What Bonnie and I do along with the others with whom we interact under the banner of World Evangelism are independent ministries that choose to cooperate and which can decide not to cooperate at any time we so choose. Likewise, the congregations mentioned in your question are independent ministries or congregations that have chosen to cooperate in preacher education, which can opt to no longer cooperate in that regard any time they should choose.
You have done the right thing in proposing to educate your conscience so that you can have peace of mind and not sin by violating your conscience. I hope that the forgoing has helped you determine that there is no reason for your conscience to feel threatened by the voluntary cooperation you describe. Thank you for your encouragement regarding Gospel Gazette Online – now in its 16th year of publication online.
By What Authority Is the
Supper Served on Sunday Night?
Louis Rushmore, Editor
Someone asks, “By what authority is the Lord’s Supper served on Sunday night?” In one sense, this question is slightly amusing. The only Scripture in the New Testament designating the day on which and the frequency with which Christians observe the Lord’s Supper presents an example of its observance on the evening of the first day of the week (Acts 20:7). By the way, the Lord’s Supper was instituted by our Lord “in the evening” (Mark 14:17).
The one asking the question, however, may mean to ask about a congregation making the Lord’s Supper available in a morning worship, as well offering it to those in an evening worship who were not present in the morning. While we are thinking about that inquiry, add to that the Lord’s Supper being offered on the same Lord’s Day to other members of the same congregation who may be infirm at home, in a hospital or in a retirement home.
Going back to Acts 20:7, this apostolically approved example presents the obligation of every Christian to partake of the Lord’s Supper weekly on the first day of the week.
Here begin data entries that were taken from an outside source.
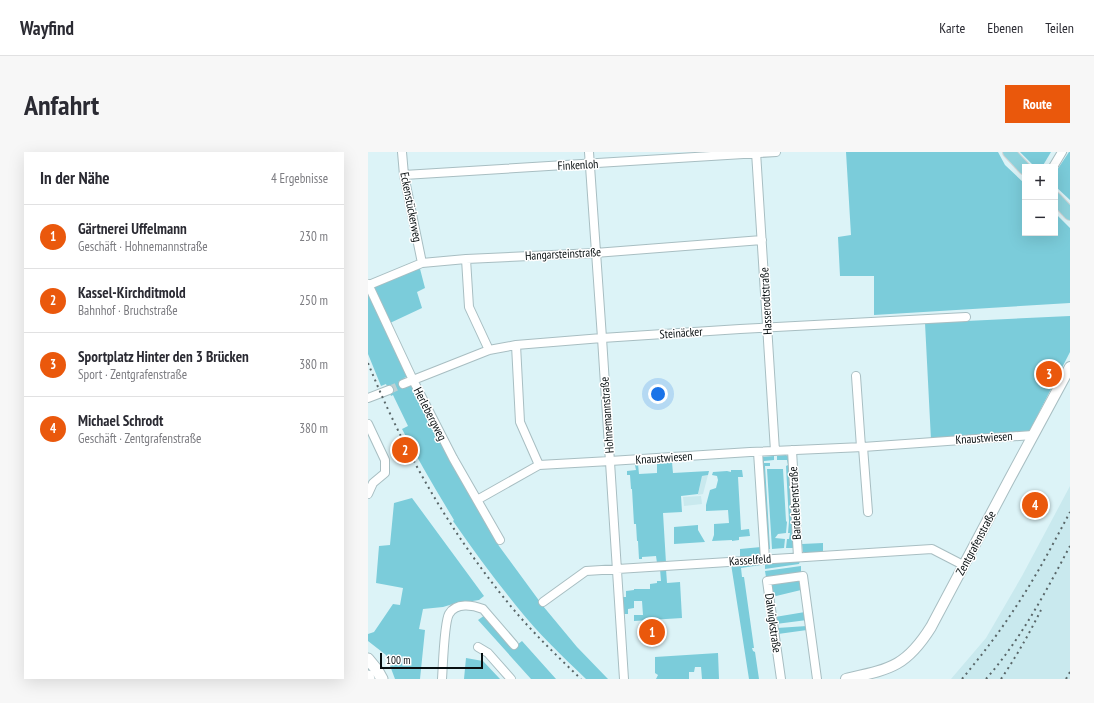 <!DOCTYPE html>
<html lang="de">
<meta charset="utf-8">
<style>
:root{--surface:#fff;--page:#f7f7f7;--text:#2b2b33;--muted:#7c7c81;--line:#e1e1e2;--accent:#ea580c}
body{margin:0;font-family:"PT Sans Narrow",sans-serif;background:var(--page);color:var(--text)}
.controls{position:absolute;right:12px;top:12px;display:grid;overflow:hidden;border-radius:0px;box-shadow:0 4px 16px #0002}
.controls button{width:36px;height:36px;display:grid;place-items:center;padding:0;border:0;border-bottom:1px solid var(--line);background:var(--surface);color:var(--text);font:20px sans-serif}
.scale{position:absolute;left:12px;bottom:10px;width:103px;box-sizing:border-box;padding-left:4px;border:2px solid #080f11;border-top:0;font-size:11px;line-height:14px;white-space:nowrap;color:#080f11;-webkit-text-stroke:3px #fff;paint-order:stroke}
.you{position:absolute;left:290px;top:242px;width:14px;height:14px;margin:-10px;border:3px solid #fff;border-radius:50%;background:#1a73e8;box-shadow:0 0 0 6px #1a73e833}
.badge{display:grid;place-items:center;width:26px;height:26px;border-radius:50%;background:var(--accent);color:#fff;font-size:13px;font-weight:700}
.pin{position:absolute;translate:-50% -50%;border:2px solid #fff;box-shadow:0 1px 4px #0006}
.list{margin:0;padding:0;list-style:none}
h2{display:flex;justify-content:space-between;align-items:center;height:52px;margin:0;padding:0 16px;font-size:17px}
h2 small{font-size:13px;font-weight:400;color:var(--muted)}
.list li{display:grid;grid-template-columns:26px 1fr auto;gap:12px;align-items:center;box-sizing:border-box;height:64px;padding:0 16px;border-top:1px solid var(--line)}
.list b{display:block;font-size:15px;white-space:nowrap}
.list p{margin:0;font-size:13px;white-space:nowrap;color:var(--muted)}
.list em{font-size:13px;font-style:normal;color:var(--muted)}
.map{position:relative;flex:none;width:702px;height:527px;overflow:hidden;border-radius:0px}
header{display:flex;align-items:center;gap:24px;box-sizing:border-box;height:56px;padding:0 20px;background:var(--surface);border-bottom:1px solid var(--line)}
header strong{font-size:19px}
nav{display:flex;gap:22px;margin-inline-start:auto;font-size:14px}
.intro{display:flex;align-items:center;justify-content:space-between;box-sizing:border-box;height:96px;padding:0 24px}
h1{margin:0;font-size:28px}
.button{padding:10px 18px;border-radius:0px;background:var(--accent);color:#fff;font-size:14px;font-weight:700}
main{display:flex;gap:24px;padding:0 24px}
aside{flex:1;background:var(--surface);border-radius:0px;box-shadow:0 4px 16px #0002}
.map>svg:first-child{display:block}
</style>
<header>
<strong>Wayfind</strong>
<nav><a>Karte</a><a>Ebenen</a><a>Teilen</a></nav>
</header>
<div class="intro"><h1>Anfahrt</h1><a class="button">Route</a></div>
<main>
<aside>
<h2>In der Nähe<small>4 Ergebnisse</small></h2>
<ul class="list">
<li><span class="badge">1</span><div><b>Gärtnerei Uffelmann</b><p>Geschäft · Hohnemannstraße</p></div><em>230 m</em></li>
<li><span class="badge">2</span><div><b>Kassel-Kirchditmold</b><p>Bahnhof · Bruchstraße</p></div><em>250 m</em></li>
<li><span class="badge">3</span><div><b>Sportplatz Hinter den 3 Brücken</b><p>Sport · Zentgrafenstraße</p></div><em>380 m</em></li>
<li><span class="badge">4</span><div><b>Michael Schrodt</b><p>Geschäft · Zentgrafenstraße</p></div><em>380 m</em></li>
</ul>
</aside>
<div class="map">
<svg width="702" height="527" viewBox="0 0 702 527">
<rect width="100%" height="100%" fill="#dcf3f7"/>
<path fill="#c9e9ee" d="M 340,323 L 335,342 L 330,343 L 334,324 Z
M 702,334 L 702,527 L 583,527 L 618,486 L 654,424 Z
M 333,344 L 334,352 L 316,354 L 315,345 Z"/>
<path fill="#7bccda" d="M 478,0 L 630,0 L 637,13 L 657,32 L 657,81 L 687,81 L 687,61 L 702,76 L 702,151 L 506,163 L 506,124 L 472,124 L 470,85 L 483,83 Z
M 652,0 L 683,0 L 674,15 L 667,15 Z
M 701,0 L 702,0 L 702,48 L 687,34 L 687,21 Z
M 51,113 L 57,136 L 49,140 L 54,156 L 22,171 L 3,133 Z
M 0,139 L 41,224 L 36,226 L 35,229 L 45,232 L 131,394 L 175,454 L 209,495 L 240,527 L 218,527 C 194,504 170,481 150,456 C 127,428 106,399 85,369 L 86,368 C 68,338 50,308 34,277 L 40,274 L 25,243 L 23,244 L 18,232 L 13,234 L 0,202 Z
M 702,164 L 702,200 L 660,282 L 563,288 L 557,171 Z
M 418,303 L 422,306 L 427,396 L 418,396 L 419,387 L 421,387 L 422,381 L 420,381 L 421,369 L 418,314 L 420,313 L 419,308 L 409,308 L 409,304 Z
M 406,304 L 406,308 L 396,309 L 396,311 L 402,311 L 402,314 L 397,314 L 402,397 L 399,397 L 393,305 Z
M 304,310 L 305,321 L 341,319 L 340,323 L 334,324 L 330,342 L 313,344 L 314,360 L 295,361 L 298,411 L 289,411 L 288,404 L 274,405 L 274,407 L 271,407 L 270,389 L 269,389 L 268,372 L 266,372 L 264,337 L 263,337 L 262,323 L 259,323 L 259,319 L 268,318 L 267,313 L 270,312 L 271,322 L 289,321 L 289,311 Z
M 399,317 L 415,317 L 418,369 L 419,370 L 418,381 L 410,382 L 407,386 L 417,387 L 416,396 L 404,397 Z
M 363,318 L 374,318 L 375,325 L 370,325 L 373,378 L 381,377 L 382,384 L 371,385 L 371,388 L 364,389 L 364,388 L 344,389 L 346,383 L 346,372 L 361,371 L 360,358 L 338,359 L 338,353 L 342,338 L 348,336 L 350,328 L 349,324 L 344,323 L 345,320 L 359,319 L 363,320 Z
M 44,346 L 116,444 L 111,448 L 85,452 L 75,455 L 55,457 L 51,477 L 57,478 L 52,527 L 27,527 L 18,503 L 0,489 L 0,482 L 6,480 L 25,452 L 32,453 L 35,436 L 8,431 L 11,394 L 22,393 L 26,351 Z
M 330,373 L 330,378 L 337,390 L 306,392 L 306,375 Z
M 455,391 L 455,400 L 435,400 L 434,392 Z
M 393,395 L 393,402 L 392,403 L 372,405 L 372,397 Z
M 432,409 L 431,412 L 397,417 L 397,411 L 412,410 L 412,411 L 415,411 L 415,410 Z
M 393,411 L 393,413 L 373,416 L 374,425 L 376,425 L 386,496 L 384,496 L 385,499 L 387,500 L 391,527 L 381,527 L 363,412 Z
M 433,414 L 433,420 L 398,425 L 397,419 Z
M 292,417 L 298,417 L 299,431 L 312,430 L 314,466 L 266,469 L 266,463 L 275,463 L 274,449 L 266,449 L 266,456 L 260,457 L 260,462 L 255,462 L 254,445 L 258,445 L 258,439 L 266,438 L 266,437 L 282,437 L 282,432 L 289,431 L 289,429 L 293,429 Z
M 432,427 L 433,438 L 404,445 L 402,431 Z
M 437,460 L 439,468 L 408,472 L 407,465 Z
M 117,463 L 145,496 L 154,489 L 188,527 L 163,527 L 110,468 Z
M 439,474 L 439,478 L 410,482 L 409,476 Z
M 350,501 L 351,527 L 334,527 L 333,515 L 327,515 L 326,520 L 321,520 L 321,527 L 288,527 L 290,523 L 287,521 L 287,505 Z
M 98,506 L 115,509 L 132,527 L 96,527 Z"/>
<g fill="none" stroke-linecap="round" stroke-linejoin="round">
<path stroke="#bcd1d4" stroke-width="8" stroke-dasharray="8 4" stroke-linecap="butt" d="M 21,238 L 35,232"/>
<g stroke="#a8bec2" stroke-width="10">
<path id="minor" d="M 34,0 L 36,23 L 54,111
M 221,0 L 234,186 L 256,527
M 388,0 L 407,299
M 685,15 L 694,0
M 36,23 L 408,0
M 98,107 L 101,155 L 121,198
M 0,132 L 45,228 L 85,306 L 132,388
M 1,133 L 54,111 L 98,107 L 227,101 L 394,88
M 148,193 L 152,270 L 171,313
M 488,224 L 493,295
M 35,232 L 121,198 L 148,193 L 234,186 L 372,177 L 598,165
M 0,246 L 21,238
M 0,272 L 17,308 L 17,321 L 5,331 L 0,342
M 495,295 L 500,360
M 424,298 L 430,405
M 390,300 L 397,407
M 109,348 L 171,313 L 242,309 L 382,300 L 495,295 L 665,283
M 175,450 L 218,419 L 564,397 L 595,413
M 110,495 L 120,501 L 143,527
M 74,527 C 75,514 76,471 81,462 C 88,450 105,453 115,457 L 146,493
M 413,527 L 399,429 L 435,424 L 449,527"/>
</g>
<g stroke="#a8bec2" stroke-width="12">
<path id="tertiary" d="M 478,527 C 522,517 538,515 563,475 L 641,328 L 702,215"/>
</g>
<g stroke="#a8bec2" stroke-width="13">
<path id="secondary" d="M 0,507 L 9,518 L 14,527
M 0,524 L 1,527"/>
</g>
<g stroke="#d3d4d4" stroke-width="14">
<path id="primary" d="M 641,0 L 657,17
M 687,46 L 702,62"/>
</g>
<use href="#minor" stroke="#fff" stroke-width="8"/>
<use href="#tertiary" stroke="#fff" stroke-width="10"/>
<use href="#secondary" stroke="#fff" stroke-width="11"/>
<use href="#primary" stroke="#8ed2dc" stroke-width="12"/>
<path stroke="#596668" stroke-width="2" stroke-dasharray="2 4" stroke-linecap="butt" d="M 0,211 C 35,298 82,380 141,452 C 163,479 188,503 213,527
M 594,527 C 613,504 631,481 647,456 C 668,425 685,392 702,360
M 618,527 C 653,487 677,441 702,394
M 633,527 C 648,505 661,482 673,458
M 698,527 L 702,520"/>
</g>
<g text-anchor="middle" stroke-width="3" stroke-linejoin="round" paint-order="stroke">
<g font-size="12" fill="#080f11" stroke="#fff">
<text transform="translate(210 13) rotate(-3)" y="4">Finkenloh</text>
<text transform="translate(43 55) rotate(79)" y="4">Eckenstückerweg</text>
<text transform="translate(195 102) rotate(-3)" y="4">Hangarsteinstraße</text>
<text transform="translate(398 149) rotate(-93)" y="4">Hasserodtstraße</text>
<text transform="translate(313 181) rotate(-4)" y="4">Steinäcker</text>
<text transform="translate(62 262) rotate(63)" y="4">Herlebergweg</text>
<text transform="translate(239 263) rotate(-94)" y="4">Hohnemannstraße</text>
<text transform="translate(616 286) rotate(-4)" y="4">Knaustwiesen</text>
<text transform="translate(296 306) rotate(-4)" y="4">Knaustwiesen</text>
<text transform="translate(427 351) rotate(-93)" y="4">Bardelebenstraße</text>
<text transform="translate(608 391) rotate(-62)" y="4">Zentgrafenstraße</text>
<text transform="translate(382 408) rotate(-4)" y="4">Kasselfeld</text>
<text transform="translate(405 471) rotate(82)" y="4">Dalwigkstraße</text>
</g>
</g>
</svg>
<div class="controls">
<button>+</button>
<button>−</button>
</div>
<div class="scale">100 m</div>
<div class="you"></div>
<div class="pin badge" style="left:284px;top:480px">1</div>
<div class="pin badge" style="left:37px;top:298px">2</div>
<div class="pin badge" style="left:681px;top:222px">3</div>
<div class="pin badge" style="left:667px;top:353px">4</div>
</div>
</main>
The time of day is as immaterial as it is inconsequential as to whether the church assembles in an “upper room” or not (Mark 14:15; Acts 20:8).
Once I heard someone object to the Supper being offered a second time at the same congregation on a Lord’s Day on the supposed basis that those having already taken of it earlier in the day were ‘spiritually observing it’ in the evening, too, while some in the evening were partaking of it. That is not a biblical argument, but rather it is homespun and off the wall. For instance by comparison, have you ever heard anyone in the Lord’s church argue that someone could experience baptism ‘spiritually’ without actually being immersed? Are baptized believers being baptized again ‘spiritually’ if they are present at someone else’s baptism? The absurdity of the latter should reveal the absurdity of the former suggestion. Obedience requires activity as well as the investment of one’s Bible heart. In addition, there is no suggestion in the New Testament that Christians should partake of the Lord’s Supper multiple times on the Lord’s Day; it is a weekly requirement, along with the other four acts of New Testament worship.